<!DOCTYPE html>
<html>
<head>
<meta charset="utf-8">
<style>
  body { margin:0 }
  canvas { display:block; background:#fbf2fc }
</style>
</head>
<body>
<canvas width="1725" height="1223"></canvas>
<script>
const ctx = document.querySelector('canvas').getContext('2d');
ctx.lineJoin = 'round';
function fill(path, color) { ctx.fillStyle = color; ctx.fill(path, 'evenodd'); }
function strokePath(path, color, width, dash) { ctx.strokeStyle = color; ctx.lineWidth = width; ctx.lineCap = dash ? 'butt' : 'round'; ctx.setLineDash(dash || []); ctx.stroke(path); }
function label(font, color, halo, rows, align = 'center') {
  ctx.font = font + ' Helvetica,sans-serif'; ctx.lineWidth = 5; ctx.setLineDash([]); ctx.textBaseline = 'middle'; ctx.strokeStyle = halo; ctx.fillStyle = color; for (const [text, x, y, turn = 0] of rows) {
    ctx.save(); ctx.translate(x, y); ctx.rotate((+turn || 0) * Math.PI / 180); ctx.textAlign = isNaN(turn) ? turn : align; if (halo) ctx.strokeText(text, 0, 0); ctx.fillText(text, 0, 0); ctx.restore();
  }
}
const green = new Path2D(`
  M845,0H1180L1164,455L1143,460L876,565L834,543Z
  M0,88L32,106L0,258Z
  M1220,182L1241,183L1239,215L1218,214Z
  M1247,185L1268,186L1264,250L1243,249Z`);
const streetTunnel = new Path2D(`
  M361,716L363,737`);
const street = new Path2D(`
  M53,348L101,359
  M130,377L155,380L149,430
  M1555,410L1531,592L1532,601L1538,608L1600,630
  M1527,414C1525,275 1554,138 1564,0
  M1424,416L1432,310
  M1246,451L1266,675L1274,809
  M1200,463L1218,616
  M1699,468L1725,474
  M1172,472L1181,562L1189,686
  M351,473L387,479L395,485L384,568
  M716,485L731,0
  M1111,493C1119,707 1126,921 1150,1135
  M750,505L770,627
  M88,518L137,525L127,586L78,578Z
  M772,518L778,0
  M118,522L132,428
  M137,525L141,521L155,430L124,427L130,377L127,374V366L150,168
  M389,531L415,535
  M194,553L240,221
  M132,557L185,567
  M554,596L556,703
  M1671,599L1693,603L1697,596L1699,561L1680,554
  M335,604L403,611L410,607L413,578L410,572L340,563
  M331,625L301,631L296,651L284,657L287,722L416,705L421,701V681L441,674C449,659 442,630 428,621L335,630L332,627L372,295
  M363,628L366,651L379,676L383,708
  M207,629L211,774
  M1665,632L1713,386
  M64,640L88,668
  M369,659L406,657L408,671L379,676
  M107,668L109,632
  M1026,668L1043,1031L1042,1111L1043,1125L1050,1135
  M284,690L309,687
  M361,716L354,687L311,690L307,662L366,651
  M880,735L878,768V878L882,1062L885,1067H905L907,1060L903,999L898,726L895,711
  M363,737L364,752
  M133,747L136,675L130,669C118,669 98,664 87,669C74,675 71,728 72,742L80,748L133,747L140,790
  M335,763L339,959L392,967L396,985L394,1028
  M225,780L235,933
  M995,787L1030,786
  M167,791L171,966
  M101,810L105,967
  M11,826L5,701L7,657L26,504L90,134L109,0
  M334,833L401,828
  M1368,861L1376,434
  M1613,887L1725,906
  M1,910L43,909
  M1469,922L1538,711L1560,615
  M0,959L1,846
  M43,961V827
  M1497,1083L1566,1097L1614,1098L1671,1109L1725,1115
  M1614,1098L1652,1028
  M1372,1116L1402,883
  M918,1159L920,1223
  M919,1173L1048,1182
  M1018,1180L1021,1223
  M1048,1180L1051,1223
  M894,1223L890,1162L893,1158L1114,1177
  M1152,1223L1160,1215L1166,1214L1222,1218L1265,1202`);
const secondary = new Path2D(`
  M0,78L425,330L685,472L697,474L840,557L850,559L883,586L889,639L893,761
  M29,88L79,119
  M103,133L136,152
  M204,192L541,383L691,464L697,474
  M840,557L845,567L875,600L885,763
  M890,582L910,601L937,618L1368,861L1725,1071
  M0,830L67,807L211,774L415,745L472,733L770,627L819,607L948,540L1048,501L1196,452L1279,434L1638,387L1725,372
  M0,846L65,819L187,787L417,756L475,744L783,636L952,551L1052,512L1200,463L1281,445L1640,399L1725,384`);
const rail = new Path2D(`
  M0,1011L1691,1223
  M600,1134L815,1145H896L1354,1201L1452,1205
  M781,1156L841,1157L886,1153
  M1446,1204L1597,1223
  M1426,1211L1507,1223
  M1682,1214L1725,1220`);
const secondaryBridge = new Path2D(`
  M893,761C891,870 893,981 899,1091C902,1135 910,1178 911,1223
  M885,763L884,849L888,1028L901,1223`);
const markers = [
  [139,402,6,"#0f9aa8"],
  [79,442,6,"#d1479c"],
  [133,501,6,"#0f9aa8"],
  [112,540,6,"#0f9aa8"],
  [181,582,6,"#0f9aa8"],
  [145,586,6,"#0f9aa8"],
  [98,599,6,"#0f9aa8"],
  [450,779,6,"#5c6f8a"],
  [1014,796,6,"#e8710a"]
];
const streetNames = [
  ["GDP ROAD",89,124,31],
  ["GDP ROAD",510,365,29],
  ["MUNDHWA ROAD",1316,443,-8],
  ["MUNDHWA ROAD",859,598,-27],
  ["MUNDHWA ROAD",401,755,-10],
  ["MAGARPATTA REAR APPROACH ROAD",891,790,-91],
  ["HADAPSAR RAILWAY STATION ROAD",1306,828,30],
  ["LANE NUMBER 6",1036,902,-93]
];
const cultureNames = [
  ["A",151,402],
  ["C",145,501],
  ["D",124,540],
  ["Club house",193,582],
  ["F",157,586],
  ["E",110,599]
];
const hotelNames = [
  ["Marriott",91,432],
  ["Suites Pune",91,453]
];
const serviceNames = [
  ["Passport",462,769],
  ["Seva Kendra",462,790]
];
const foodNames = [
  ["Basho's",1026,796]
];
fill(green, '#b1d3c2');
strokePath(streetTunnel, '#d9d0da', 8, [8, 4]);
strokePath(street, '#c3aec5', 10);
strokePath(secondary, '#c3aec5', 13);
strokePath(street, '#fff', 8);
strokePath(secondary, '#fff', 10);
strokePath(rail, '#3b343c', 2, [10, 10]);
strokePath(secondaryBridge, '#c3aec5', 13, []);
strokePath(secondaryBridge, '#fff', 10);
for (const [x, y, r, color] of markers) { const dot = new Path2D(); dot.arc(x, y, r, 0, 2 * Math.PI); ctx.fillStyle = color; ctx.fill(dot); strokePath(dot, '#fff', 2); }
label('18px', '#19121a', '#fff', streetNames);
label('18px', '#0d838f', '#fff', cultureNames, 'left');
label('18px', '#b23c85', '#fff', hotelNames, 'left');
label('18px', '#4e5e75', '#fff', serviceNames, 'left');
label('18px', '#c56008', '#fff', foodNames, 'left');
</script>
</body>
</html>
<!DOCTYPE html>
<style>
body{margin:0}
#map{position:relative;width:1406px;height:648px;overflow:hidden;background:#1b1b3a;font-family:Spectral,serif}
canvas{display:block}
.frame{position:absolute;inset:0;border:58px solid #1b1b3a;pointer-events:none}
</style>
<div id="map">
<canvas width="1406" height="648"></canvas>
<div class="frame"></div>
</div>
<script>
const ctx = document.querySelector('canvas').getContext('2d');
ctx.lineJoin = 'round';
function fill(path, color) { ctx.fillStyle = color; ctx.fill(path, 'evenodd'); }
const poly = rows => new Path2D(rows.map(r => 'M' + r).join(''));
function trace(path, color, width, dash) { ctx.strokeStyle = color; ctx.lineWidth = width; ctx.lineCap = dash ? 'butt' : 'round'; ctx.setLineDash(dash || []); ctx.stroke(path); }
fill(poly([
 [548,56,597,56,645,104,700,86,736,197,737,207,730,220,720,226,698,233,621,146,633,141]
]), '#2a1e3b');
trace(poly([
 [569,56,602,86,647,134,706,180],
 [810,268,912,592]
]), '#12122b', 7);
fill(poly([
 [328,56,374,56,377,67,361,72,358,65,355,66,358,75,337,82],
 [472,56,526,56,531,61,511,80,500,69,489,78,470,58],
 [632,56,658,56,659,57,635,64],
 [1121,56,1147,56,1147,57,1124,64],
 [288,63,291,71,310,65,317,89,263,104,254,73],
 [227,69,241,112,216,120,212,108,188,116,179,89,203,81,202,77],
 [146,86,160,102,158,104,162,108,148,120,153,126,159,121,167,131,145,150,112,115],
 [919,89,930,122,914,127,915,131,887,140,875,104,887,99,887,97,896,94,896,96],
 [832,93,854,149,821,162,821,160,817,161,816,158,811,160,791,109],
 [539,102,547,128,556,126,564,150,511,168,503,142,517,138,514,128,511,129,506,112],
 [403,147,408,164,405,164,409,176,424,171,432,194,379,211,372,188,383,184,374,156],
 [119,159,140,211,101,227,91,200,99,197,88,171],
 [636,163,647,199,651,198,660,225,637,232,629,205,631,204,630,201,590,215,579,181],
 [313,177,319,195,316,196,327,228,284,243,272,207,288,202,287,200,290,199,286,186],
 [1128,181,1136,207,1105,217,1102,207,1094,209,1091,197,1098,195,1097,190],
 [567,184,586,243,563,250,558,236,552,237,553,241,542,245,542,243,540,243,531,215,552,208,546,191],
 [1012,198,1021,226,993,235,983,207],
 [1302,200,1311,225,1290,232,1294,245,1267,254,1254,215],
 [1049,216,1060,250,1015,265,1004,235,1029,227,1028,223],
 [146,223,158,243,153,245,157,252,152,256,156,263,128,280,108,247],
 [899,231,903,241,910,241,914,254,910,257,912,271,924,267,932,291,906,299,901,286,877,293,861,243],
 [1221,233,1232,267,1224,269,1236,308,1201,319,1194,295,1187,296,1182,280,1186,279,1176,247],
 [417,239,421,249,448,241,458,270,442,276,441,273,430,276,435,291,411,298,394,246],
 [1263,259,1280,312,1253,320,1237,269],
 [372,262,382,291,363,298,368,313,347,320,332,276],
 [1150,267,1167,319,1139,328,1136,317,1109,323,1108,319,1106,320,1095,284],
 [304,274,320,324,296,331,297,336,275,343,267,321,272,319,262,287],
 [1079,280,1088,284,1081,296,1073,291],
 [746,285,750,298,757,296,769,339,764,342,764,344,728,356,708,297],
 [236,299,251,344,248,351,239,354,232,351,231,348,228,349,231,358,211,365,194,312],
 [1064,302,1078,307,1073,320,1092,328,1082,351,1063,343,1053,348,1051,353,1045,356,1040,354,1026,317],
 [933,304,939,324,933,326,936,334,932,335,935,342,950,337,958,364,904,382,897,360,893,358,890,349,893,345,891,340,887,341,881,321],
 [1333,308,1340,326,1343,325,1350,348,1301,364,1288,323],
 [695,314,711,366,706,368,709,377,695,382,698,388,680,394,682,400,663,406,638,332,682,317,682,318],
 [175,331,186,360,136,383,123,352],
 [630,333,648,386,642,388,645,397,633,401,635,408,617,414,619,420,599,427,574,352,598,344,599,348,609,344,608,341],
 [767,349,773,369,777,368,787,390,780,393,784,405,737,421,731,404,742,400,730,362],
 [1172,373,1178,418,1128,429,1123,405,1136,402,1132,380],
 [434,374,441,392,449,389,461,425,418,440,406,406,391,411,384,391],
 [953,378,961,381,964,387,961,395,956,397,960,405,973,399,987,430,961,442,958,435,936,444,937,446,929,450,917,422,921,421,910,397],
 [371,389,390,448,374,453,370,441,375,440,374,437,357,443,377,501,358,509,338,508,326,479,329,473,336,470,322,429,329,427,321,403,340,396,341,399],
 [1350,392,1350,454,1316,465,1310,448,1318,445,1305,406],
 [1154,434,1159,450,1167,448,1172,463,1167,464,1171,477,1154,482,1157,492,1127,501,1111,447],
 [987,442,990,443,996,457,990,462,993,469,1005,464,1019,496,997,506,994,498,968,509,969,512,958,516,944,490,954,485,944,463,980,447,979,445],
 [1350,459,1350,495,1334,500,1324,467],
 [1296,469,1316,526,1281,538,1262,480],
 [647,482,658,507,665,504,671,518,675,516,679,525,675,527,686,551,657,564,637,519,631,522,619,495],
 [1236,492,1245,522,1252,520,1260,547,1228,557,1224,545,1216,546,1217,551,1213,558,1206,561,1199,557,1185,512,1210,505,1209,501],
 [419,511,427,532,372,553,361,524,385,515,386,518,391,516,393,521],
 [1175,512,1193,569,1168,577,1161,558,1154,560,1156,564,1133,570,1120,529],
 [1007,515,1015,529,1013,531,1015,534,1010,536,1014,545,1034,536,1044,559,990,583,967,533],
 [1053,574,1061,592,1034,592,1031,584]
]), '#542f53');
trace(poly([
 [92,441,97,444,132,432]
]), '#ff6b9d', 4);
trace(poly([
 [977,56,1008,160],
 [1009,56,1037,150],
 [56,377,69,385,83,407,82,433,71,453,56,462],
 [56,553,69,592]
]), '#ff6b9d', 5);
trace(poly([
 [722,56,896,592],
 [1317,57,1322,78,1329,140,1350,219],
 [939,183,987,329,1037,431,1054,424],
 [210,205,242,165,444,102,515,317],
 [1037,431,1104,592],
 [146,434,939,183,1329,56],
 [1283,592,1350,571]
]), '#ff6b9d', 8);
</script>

-------------------------

Task description:
After reading the records above, give the number of lines that include "turn", and add nothing else.

Output for this task:
2